* _Study material_:
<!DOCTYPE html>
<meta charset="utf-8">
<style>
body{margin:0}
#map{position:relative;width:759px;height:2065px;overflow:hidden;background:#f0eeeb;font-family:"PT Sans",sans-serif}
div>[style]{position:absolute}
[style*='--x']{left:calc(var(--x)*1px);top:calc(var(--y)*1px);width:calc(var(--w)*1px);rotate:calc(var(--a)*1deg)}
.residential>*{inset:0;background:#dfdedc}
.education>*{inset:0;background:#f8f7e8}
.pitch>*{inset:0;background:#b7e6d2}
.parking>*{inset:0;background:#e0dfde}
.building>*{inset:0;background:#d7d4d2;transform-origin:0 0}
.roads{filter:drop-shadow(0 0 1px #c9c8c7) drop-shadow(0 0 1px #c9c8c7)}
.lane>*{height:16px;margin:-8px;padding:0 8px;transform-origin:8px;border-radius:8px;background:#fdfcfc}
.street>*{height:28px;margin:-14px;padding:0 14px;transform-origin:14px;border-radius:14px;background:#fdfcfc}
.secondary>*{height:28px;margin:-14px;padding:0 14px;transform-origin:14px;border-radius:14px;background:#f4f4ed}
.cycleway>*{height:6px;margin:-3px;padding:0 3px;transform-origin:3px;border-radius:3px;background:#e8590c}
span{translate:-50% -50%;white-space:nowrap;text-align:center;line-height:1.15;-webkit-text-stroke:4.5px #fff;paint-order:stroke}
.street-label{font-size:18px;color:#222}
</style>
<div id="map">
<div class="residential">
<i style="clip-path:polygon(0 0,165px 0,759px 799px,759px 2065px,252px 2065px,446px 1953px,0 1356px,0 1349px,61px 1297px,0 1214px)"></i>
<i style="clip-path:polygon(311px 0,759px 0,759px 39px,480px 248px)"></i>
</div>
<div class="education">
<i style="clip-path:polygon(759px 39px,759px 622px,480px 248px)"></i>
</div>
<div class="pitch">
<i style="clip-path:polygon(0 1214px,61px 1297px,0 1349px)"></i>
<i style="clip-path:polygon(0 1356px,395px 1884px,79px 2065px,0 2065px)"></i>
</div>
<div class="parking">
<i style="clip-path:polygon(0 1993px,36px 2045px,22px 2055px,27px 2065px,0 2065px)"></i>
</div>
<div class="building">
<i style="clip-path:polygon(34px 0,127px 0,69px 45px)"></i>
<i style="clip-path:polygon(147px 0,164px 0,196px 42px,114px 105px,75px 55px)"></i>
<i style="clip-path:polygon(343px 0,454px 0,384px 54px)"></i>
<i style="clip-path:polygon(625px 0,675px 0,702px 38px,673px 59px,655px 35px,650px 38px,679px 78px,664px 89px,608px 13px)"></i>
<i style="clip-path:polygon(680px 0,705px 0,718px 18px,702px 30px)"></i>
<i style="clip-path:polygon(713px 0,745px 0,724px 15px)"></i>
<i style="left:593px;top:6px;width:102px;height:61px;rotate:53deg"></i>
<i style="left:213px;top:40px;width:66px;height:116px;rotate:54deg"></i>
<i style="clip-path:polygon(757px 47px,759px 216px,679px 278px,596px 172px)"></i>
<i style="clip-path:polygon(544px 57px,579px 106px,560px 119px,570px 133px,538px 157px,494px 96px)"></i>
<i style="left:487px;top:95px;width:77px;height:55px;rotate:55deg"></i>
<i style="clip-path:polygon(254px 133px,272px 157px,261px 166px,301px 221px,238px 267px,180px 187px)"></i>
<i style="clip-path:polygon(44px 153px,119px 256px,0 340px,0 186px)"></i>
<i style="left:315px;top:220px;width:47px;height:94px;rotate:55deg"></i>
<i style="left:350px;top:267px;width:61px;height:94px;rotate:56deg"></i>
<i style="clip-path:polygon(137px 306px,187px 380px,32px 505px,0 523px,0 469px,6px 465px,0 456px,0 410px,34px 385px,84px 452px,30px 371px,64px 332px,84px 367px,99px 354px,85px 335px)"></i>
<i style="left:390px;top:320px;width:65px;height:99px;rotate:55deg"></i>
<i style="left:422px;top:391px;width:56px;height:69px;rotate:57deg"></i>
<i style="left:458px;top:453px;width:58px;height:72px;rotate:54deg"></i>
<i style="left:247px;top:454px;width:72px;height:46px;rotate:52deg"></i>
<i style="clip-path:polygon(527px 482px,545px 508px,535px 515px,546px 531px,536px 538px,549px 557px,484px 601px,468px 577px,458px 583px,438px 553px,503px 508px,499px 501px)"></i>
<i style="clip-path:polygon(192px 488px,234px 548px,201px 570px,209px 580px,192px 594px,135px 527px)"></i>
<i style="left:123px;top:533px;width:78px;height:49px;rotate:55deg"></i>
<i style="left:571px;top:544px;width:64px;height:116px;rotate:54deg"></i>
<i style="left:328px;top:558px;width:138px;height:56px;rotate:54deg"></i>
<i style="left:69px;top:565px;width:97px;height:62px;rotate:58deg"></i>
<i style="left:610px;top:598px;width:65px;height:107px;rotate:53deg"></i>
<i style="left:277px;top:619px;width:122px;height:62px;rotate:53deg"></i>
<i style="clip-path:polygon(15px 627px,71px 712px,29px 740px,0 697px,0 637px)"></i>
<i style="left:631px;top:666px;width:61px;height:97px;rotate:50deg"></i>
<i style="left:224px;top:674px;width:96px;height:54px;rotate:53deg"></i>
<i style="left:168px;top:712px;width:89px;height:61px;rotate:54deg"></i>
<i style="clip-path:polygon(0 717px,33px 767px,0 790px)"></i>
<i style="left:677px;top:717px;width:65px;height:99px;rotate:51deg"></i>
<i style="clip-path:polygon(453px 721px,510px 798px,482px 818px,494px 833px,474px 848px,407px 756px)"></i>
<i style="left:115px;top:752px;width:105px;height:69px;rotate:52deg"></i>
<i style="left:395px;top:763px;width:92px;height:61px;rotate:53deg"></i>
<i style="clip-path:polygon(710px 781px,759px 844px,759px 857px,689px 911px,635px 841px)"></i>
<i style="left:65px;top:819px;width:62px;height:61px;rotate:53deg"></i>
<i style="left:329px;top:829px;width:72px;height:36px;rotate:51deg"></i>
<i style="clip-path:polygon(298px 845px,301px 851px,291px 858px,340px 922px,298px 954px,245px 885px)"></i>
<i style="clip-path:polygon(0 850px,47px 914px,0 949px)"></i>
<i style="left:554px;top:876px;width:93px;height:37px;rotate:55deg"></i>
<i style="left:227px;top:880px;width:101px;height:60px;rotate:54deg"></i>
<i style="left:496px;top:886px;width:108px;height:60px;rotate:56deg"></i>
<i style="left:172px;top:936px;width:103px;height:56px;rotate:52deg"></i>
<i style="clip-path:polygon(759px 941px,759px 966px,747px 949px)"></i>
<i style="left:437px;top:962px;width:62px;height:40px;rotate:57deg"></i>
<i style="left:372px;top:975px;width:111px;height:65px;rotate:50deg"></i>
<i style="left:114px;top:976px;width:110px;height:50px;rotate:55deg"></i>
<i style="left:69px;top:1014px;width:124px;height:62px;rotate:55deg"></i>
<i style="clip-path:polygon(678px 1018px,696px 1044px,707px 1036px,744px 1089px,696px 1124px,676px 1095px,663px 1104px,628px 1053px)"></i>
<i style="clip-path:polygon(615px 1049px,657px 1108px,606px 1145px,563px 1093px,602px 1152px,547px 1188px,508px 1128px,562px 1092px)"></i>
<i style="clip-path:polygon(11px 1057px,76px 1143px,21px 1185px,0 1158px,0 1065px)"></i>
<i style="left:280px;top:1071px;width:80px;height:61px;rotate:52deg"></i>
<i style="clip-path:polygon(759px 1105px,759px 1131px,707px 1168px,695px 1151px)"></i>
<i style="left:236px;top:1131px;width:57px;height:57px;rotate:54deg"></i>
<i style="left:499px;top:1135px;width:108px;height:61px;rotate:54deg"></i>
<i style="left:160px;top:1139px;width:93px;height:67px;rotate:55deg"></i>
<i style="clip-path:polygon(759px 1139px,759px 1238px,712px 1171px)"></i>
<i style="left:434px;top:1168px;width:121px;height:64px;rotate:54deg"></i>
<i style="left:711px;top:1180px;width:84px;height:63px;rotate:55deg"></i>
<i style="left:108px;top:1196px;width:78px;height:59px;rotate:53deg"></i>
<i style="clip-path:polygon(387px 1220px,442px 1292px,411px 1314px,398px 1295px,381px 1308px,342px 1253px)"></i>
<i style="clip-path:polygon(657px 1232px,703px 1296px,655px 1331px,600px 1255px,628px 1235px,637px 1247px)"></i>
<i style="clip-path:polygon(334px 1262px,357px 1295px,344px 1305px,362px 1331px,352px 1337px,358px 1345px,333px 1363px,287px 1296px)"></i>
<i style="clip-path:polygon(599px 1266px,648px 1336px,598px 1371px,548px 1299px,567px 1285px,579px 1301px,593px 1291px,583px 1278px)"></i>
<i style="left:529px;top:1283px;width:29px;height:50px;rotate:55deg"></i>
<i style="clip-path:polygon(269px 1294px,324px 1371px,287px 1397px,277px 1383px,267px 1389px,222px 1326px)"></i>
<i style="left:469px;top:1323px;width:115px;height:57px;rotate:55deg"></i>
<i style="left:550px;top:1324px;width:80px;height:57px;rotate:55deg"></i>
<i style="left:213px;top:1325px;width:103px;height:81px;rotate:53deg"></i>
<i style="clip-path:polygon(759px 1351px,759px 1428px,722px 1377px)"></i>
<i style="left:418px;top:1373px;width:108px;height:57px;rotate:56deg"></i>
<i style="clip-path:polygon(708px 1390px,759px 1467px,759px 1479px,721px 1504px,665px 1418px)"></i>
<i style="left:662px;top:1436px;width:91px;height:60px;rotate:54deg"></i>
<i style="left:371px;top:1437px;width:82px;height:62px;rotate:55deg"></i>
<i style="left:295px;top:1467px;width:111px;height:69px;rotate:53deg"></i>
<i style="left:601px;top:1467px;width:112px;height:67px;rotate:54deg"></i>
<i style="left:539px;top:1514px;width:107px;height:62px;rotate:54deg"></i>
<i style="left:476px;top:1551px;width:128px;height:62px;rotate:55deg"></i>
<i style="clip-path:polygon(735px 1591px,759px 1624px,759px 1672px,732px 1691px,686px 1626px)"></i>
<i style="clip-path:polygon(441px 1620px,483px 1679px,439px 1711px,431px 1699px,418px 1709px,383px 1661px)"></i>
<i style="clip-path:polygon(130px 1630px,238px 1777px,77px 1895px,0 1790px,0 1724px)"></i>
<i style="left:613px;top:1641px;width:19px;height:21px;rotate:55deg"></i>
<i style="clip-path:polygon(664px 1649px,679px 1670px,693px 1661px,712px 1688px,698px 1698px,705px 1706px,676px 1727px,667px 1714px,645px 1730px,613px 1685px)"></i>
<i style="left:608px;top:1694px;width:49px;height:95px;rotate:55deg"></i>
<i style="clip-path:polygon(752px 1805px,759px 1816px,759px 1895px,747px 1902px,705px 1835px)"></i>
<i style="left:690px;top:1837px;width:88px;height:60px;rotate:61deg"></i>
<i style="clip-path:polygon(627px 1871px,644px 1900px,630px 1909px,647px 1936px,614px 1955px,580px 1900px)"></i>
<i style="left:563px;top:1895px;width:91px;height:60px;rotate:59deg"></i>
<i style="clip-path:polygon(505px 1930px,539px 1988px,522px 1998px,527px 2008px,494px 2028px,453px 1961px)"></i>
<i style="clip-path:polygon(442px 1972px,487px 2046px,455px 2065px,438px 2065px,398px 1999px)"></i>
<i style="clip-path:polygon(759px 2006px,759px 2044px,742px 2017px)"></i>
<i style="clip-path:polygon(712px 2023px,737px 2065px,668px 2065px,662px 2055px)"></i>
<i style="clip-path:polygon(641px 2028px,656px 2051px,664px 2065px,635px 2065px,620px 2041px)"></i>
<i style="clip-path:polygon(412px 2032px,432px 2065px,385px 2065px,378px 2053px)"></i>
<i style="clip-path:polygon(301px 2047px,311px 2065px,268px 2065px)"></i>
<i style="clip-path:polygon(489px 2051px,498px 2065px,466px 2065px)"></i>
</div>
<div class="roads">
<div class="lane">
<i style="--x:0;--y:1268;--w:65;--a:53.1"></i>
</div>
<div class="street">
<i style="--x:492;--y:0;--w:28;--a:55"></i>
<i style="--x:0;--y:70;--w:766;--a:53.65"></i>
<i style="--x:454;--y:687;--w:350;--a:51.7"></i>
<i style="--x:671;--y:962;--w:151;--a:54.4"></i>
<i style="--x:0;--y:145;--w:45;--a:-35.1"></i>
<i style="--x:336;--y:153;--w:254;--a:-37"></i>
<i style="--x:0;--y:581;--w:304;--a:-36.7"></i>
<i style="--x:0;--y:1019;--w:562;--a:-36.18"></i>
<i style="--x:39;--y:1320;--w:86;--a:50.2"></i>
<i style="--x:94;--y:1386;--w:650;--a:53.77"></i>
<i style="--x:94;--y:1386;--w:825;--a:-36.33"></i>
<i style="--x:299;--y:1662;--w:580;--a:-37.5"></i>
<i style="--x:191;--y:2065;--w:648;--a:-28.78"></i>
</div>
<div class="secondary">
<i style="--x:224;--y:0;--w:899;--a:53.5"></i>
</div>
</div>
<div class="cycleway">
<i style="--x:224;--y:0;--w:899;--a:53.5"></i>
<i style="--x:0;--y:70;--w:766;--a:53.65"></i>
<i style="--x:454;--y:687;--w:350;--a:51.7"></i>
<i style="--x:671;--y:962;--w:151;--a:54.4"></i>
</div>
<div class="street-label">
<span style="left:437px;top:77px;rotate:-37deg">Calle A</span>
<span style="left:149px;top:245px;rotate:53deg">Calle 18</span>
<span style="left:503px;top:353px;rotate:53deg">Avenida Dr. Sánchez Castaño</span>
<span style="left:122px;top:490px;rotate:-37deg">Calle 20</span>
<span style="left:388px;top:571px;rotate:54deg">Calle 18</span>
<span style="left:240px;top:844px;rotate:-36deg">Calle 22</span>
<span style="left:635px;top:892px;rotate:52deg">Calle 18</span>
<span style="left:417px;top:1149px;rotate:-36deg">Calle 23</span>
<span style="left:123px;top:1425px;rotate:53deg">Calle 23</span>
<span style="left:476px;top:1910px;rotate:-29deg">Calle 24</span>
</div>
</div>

* _Task item_: Lines above with "position" in them are the ones to copy.

* _Task result_:
#map{position:relative;width:759px;height:2065px;overflow:hidden;background:#f0eeeb;font-family:"PT Sans",sans-serif}
div>[style]{position:absolute}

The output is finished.